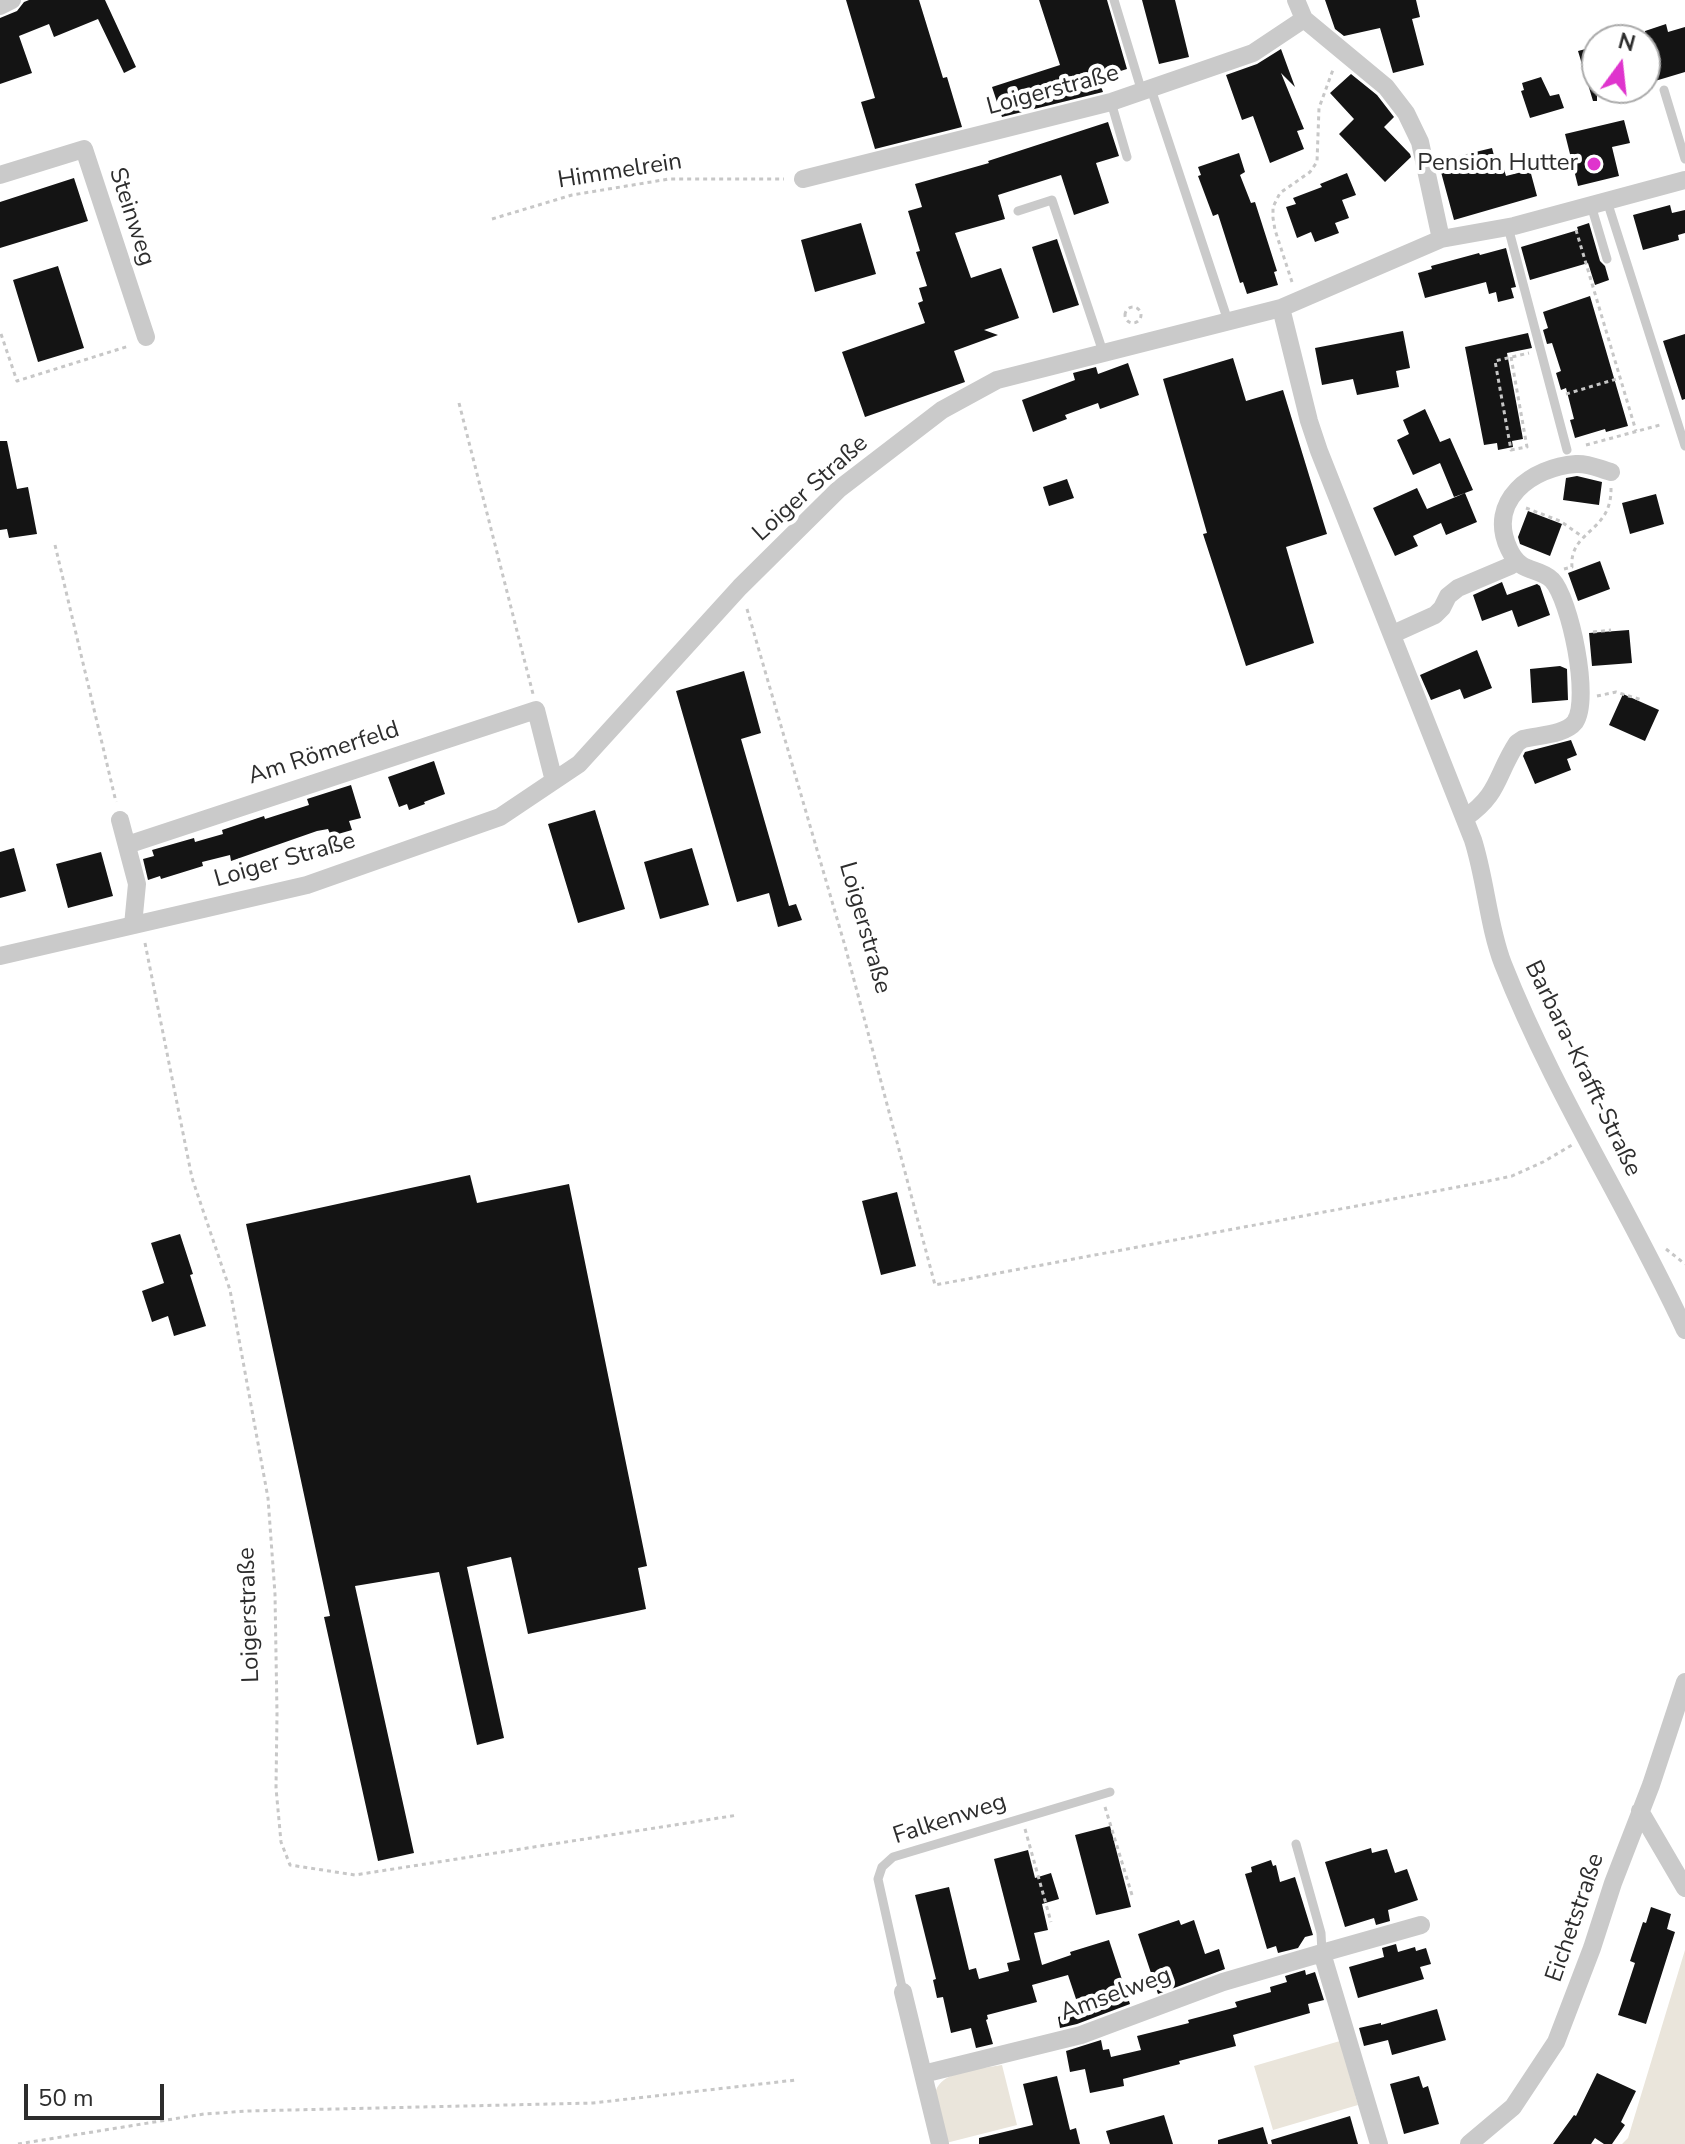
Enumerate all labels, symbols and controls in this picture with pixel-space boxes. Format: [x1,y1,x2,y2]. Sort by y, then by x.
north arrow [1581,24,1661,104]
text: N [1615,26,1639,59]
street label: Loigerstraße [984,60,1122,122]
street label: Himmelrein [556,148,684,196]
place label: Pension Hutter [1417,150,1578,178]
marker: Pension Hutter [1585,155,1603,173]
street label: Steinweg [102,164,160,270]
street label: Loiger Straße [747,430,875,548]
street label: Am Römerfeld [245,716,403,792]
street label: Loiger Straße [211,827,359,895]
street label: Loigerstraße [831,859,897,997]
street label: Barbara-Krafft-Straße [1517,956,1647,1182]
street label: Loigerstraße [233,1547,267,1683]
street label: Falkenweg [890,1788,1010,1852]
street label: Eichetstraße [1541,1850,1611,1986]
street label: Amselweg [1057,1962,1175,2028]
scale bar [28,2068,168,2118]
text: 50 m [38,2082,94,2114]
——
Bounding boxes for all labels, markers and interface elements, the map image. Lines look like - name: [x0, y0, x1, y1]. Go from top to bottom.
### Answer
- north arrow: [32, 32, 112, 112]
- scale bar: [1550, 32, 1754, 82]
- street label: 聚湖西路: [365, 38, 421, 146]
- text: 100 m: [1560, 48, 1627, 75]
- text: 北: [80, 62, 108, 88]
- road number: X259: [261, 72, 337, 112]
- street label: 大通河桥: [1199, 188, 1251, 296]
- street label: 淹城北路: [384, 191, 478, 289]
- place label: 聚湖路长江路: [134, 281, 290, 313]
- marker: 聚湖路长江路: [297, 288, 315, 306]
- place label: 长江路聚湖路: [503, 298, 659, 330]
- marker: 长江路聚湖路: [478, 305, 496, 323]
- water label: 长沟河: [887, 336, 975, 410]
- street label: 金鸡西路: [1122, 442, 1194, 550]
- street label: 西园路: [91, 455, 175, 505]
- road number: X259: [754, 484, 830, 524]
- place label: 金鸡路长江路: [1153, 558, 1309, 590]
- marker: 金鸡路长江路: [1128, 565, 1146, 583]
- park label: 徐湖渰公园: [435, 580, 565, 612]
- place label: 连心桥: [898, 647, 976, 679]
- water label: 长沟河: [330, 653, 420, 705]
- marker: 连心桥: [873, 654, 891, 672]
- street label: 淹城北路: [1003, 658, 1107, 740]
——
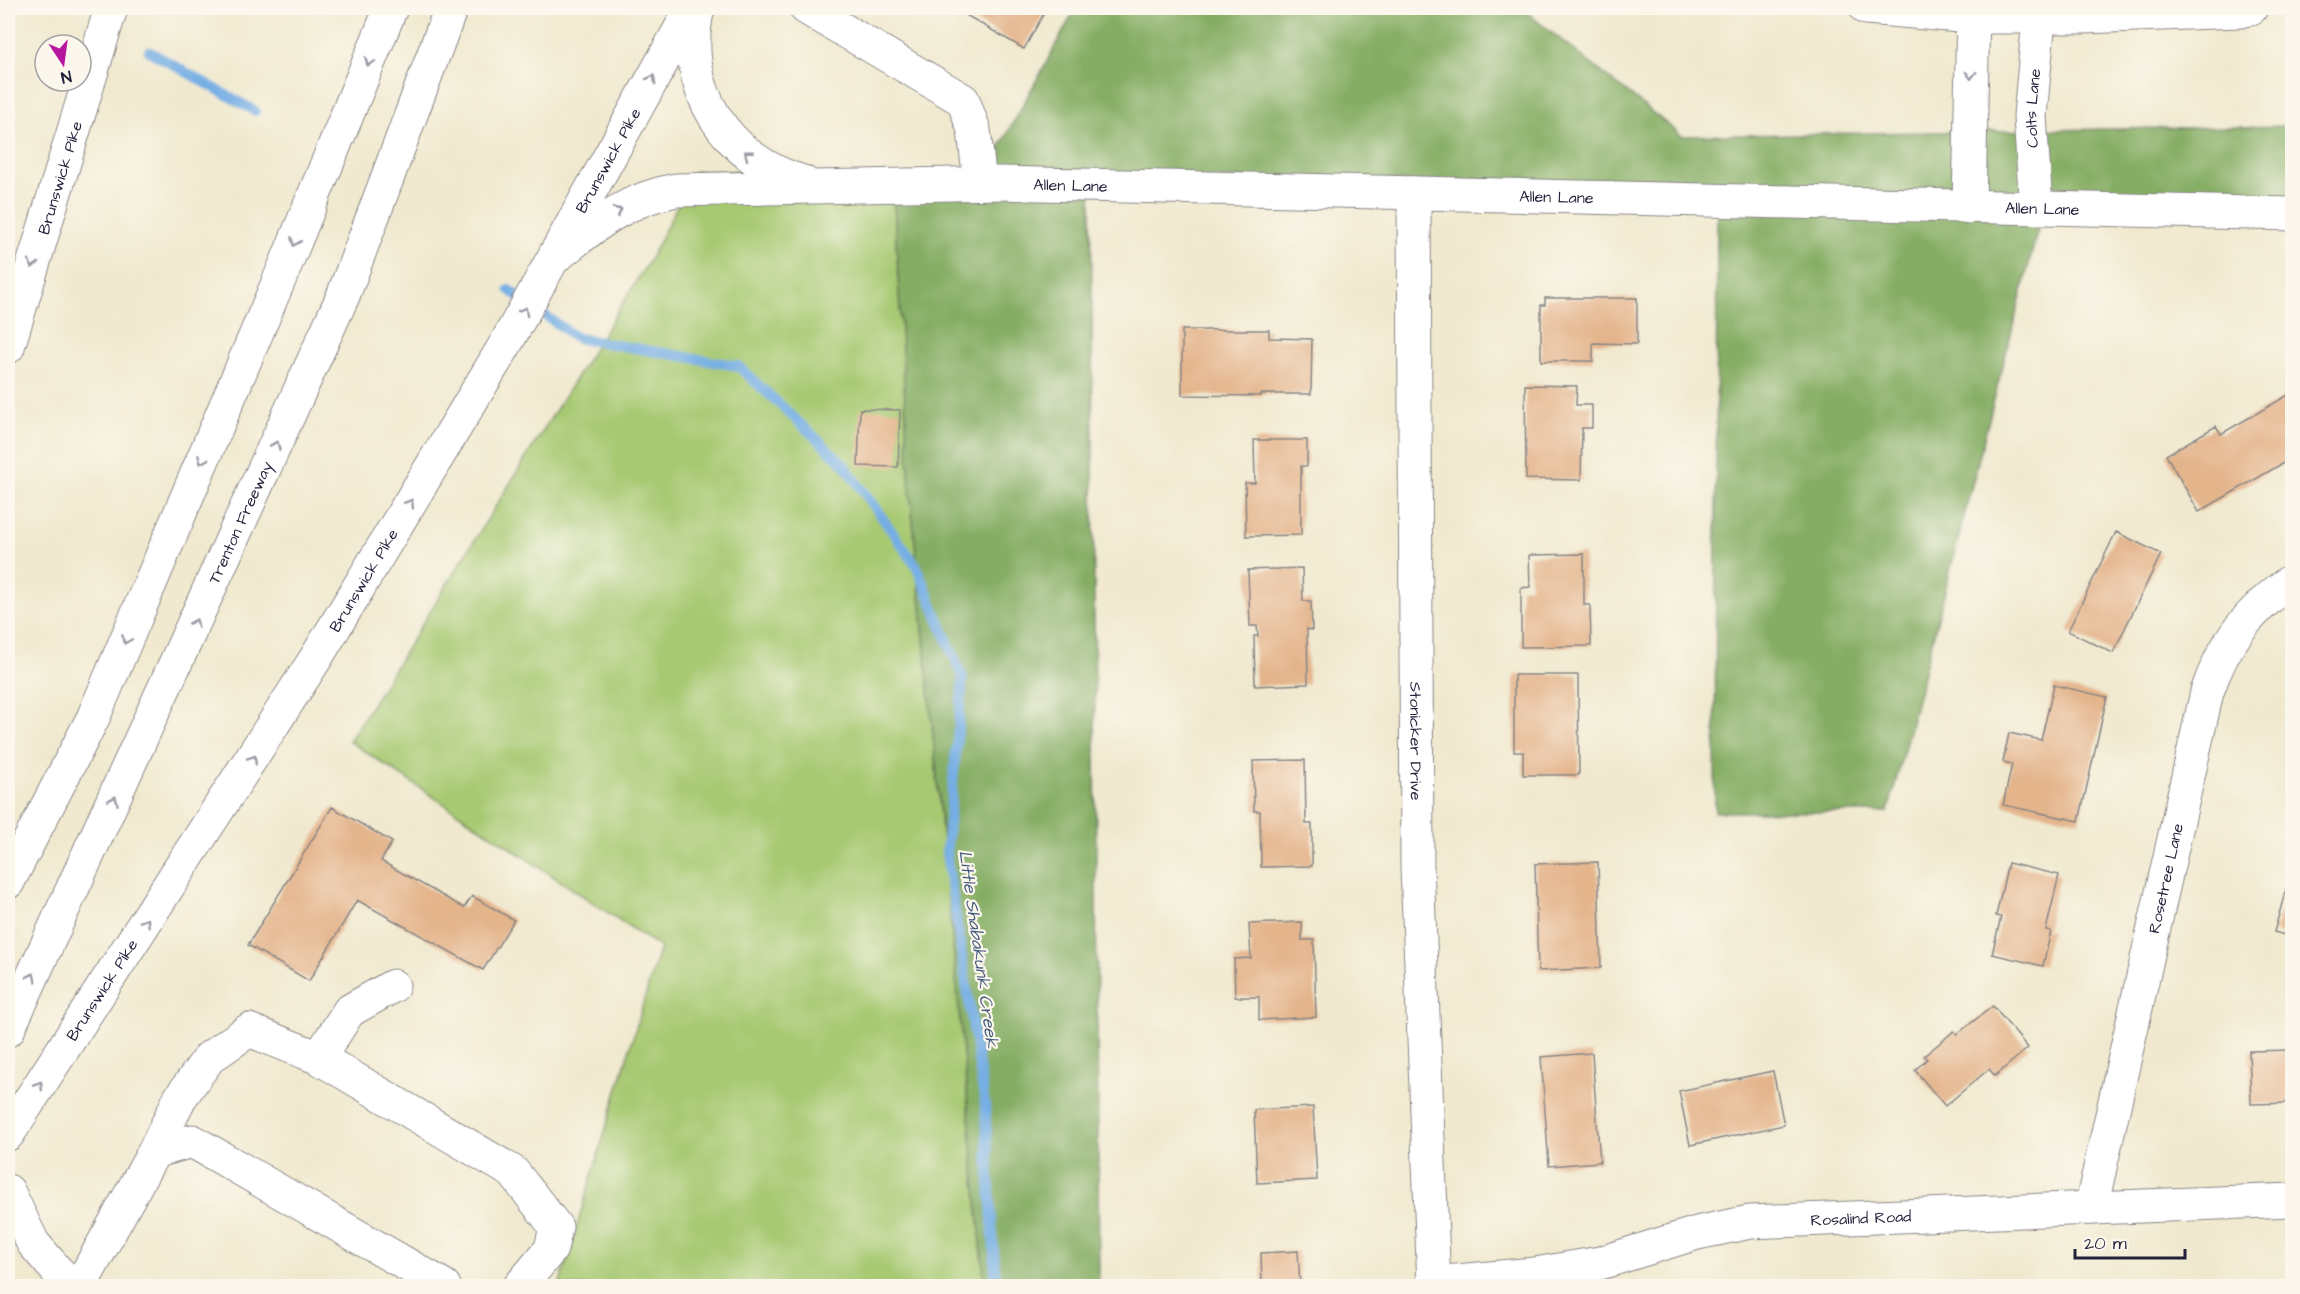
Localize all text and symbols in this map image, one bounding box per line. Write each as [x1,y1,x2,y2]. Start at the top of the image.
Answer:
——
**TO DO**
Copy out every line in the records where the word "image" is found.

**REPLY TO THE EXERCISE**
Bounding boxes for all labels, markers and interface elements, the map image. Lines look like - name: [x0, y0, x1, y1]. Go from top to bottom.
Localize all text and symbols in this map image, one bounding box per line. Write each as [x1,y1,x2,y2]. Start at the top of the image.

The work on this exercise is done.